The construct of sexual difference depends upon what Kaplan identifies as “a complex gaze apparatus and [also] … on dominance-submission patterns.” Although such patterning privileges the male, traditionally bearer of the gaze, women, says Kaplan, “have been permitted in representation to assume (step into) the position defined as ‘masculine,’ as long as the man then steps into her position, thus keeping the whole structure intact.” Yet the structure is surely preserved whoever steps into either position. In our title, for example, “Subject, Object, Camera,” the final word indicates through self-differentiation that it is standing in for something. We expect one word; we see another; and we retain both the given and the expected (“Camera”/“Verb”) to provide a commentary on each other and, of course, in that relation to provide the subject for this essay.
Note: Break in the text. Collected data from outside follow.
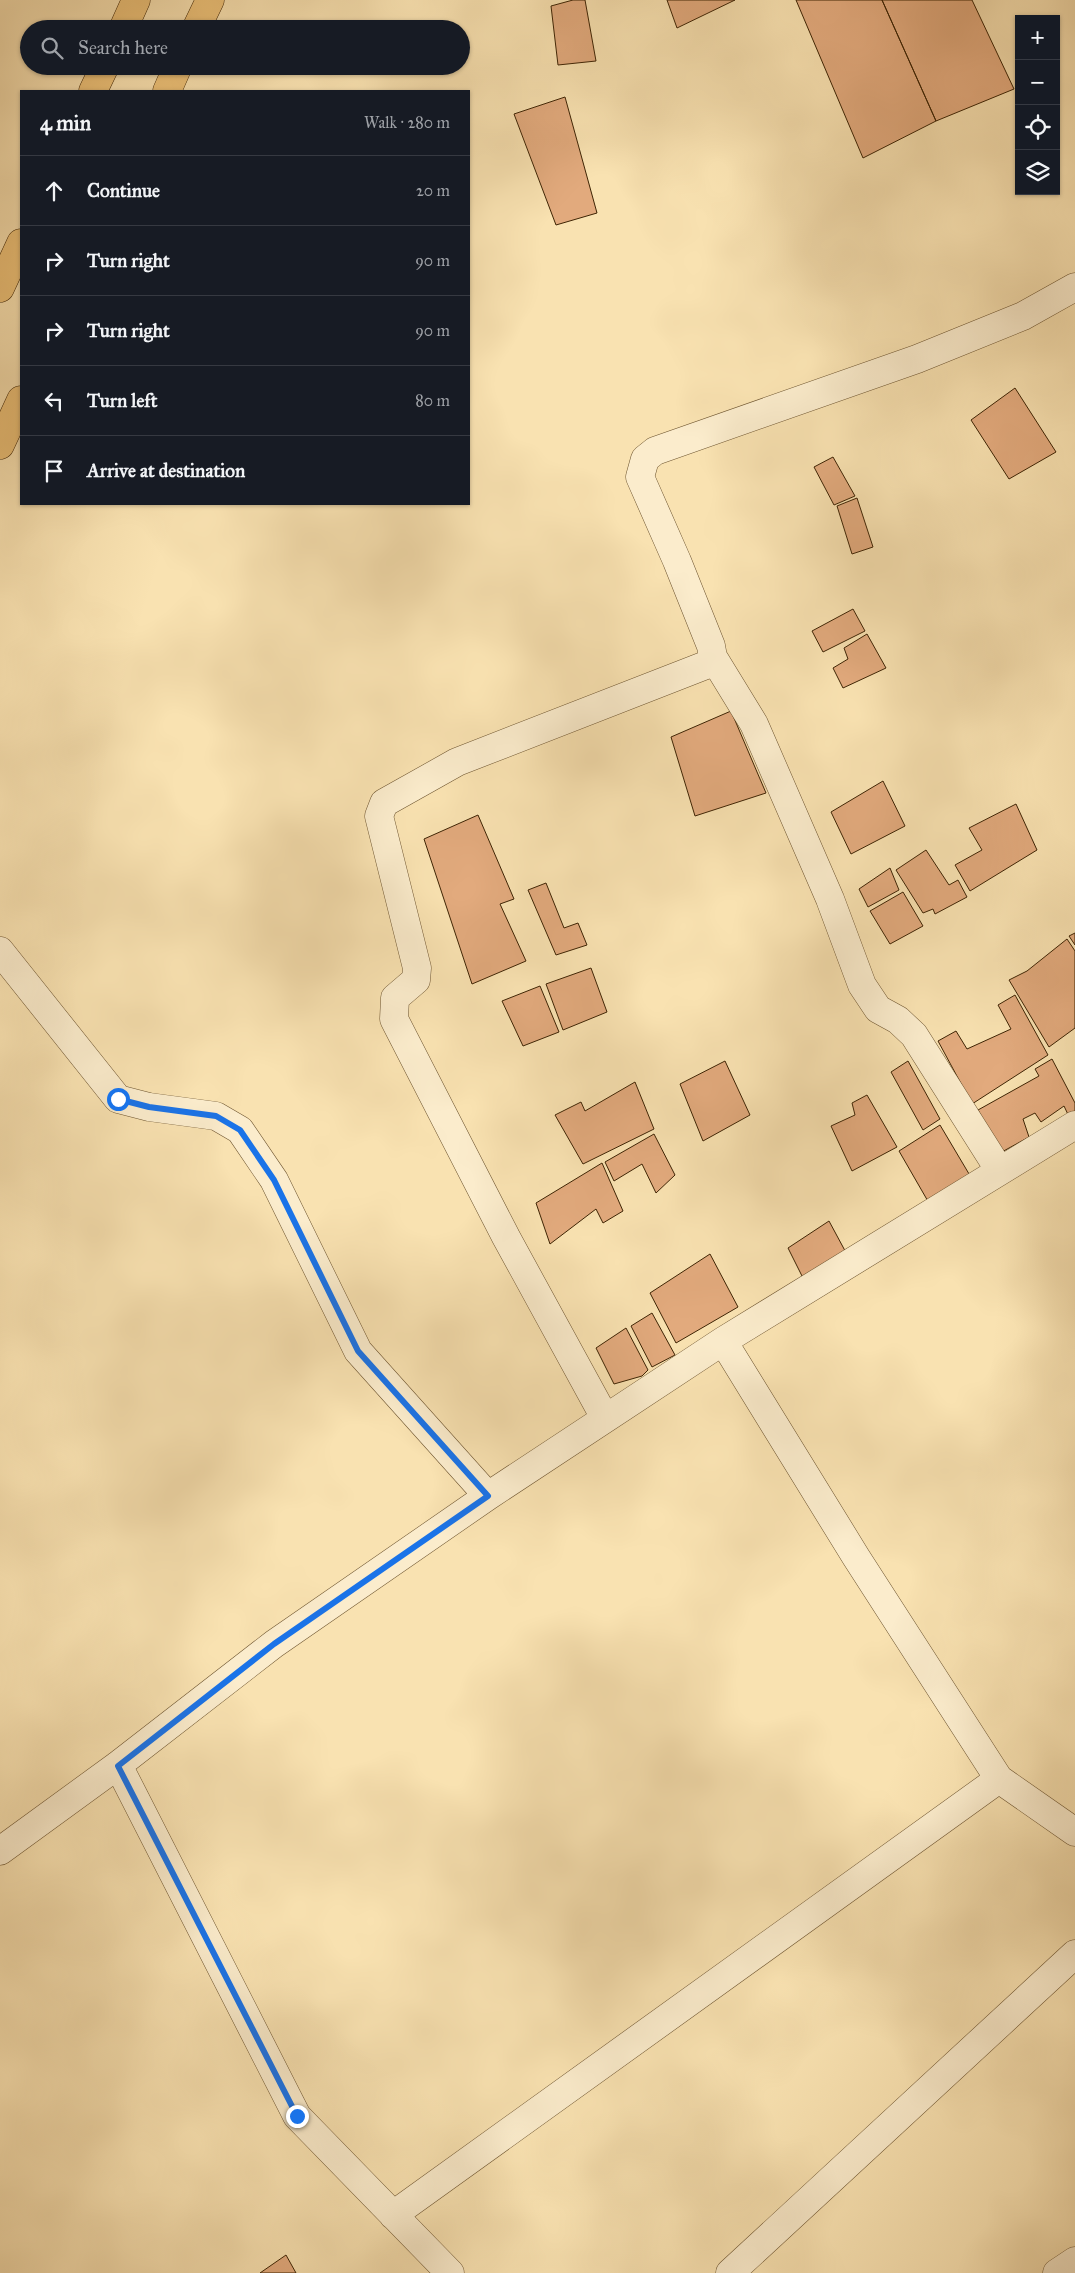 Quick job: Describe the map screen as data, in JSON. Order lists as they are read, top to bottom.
{
  "page": {
    "map_buttons": ["+", "−"],
    "search": "Search here",
    "heading": ["4 min", "Walk · 280 m"],
    "list": [
      ["Continue", "20 m"],
      ["Turn right", "90 m"],
      ["Turn right", "90 m"],
      ["Turn left", "80 m"],
      "Arrive at destination"
    ]
  }
}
However, if one word or person may replace another without changing the relation described, does assumption of the structure indicate only a mere role reversal? If this is the case, we might conjecture its purpose to be at base reactionary, a mere nod to notions threatening the status quo. As Kaplan says, “Showing images of mere reversal may in fact provide a safety valve for the social tensions that the women's movement has created by demanding a more dominant role for women.” Yet where the novel describes the incident in terms of pure if interchangeable dominance and submission, the film's version of role reversal permits a greater tenderness, as the actresses use the camera first in cruel mock invasion, then as agent of sensitive portrayal. Tereza (Juliette Binoche) weeps as she takes her photographs, uncomfortable with the sensation of having become Tomas's alter-ego; Sabina (Lena Olin) holds Tereza's arm behind her, removes her underwear; but while Tomas's order to strip is echoed by both, each also asks the other to “look at me.” The gender roles are reversed, but they are also exchanged, and ultimately they are altered altogether. Thus it is what Kaplan calls the “patriarchal narcissism” of rendering woman “in likeness to man”—in this case, by allowing her to play at being the one who takes other women—that actually undercuts any implicit denial of the women's independent sexual and artistic selves. The supposedly masculinized images of Tereza and Sabina inadvertently become Kaplan's “resisting image for the female spectator; the male attire [gaze/camera] ‘permits’ female-female bonding … It allows … a form of sexual relating that excludes men and that thus subverts patriarchal domination while acceding to its symbolic force.”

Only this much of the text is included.